Giter Club home page Giter Club logo

pythiachem's Introduction

PythiaCHEM (PYthon Toolkit for macHIne leArning in CHEMistry)

Pythia

A modular toolkit, implemented in Python and organized in Jupyter Notebooks. It employs fingerprints Mordred descriptors and precalculated QM descriptors as input features for shallow learners and ensemble models for regression and classification tasks.

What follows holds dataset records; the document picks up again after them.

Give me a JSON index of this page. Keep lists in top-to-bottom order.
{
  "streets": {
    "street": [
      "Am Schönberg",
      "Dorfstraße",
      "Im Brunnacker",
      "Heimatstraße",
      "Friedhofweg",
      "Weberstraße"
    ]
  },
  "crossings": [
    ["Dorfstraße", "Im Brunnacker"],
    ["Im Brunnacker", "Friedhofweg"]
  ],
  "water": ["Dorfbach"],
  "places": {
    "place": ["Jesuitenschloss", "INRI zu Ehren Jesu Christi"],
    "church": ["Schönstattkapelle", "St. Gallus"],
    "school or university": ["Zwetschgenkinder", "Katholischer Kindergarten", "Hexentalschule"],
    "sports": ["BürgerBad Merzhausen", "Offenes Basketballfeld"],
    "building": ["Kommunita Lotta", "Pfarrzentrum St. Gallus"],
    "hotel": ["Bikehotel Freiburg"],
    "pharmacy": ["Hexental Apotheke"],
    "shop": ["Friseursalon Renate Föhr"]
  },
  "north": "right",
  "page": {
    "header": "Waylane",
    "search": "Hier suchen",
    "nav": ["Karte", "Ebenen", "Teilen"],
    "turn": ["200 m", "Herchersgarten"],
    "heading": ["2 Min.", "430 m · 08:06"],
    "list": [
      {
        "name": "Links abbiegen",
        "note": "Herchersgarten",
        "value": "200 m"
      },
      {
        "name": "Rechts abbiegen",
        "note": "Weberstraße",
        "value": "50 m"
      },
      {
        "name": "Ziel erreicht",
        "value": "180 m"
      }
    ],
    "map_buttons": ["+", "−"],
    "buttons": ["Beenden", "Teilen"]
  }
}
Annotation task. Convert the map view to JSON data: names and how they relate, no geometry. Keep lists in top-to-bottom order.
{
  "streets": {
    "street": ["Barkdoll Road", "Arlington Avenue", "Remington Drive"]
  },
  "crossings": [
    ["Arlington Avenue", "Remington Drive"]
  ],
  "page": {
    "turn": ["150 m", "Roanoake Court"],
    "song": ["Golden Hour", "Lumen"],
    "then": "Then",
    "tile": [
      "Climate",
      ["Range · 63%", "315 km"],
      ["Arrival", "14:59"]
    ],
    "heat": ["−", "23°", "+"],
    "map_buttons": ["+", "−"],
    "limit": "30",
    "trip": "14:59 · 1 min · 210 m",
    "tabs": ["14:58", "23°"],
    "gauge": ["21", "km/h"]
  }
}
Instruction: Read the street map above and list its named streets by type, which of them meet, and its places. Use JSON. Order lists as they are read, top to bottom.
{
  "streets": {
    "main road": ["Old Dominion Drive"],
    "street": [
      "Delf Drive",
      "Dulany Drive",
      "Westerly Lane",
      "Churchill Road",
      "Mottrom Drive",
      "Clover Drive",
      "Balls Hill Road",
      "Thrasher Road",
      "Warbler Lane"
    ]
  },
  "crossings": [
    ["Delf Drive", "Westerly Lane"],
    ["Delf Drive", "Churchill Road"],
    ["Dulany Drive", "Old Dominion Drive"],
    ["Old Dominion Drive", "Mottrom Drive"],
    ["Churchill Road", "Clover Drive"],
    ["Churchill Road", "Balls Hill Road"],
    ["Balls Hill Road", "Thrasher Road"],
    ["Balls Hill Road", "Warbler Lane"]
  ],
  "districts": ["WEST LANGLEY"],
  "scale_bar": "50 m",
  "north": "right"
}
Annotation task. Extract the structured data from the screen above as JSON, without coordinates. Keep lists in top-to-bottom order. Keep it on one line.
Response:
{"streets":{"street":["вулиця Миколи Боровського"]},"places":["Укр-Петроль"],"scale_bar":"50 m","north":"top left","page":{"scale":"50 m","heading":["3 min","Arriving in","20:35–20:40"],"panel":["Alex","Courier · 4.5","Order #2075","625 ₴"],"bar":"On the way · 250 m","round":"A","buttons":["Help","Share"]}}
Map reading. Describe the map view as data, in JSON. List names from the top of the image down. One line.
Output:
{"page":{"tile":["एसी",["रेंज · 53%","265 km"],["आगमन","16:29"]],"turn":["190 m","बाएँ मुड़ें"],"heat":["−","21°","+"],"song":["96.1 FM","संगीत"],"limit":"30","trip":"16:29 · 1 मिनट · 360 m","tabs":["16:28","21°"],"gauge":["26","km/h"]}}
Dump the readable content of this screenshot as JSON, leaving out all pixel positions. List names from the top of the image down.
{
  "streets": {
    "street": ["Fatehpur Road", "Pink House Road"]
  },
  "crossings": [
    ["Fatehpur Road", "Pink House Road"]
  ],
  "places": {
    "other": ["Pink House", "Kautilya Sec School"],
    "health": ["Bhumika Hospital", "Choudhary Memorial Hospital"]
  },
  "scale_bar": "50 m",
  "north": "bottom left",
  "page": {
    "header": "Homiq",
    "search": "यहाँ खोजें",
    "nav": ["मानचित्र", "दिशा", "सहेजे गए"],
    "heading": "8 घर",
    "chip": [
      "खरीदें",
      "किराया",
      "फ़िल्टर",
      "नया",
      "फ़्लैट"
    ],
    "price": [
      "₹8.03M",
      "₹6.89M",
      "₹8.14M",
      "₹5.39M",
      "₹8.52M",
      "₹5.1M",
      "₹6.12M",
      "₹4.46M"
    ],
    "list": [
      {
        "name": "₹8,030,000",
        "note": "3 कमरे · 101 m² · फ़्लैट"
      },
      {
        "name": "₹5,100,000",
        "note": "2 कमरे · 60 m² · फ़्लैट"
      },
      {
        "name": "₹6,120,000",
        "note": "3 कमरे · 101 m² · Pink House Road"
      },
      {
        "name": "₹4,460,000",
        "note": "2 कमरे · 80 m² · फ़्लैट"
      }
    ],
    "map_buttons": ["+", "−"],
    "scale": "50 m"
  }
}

Paper: https://chemrxiv.org/engage/chemrxiv/article-details/6504251fb338ec988a83e057

Supported functionality

Tasks:

  • Classification
  • Regression

Data types

  • SMILES strings
  • Precalculated descriptors

Modules:

  • classification metrics: calculation of confusion matrix, accuracy, g-mean, precision, recall, generalized f, MCC, AUC
  • fingerprints generation: generation of Morgan, rdkit, atom pair, torsion fingerprints and MACCS keys with rd
  • molecules and structures: SMILES to molecules and images with rdkit
  • plots: plot of parity plots, ROC curves, confusion matrix with matplotlib
  • scaling: z, min-max, logarithmic scaling
  • workflow functions: correlation tests, training for regression and classification, ensemble learning with sklearn

We are working on populating this package with more models and other building blocks.

Notebooks:

Please refer to 'Example-enantioselective-Strecker-synthesis' for the full desmontration of all notebooks.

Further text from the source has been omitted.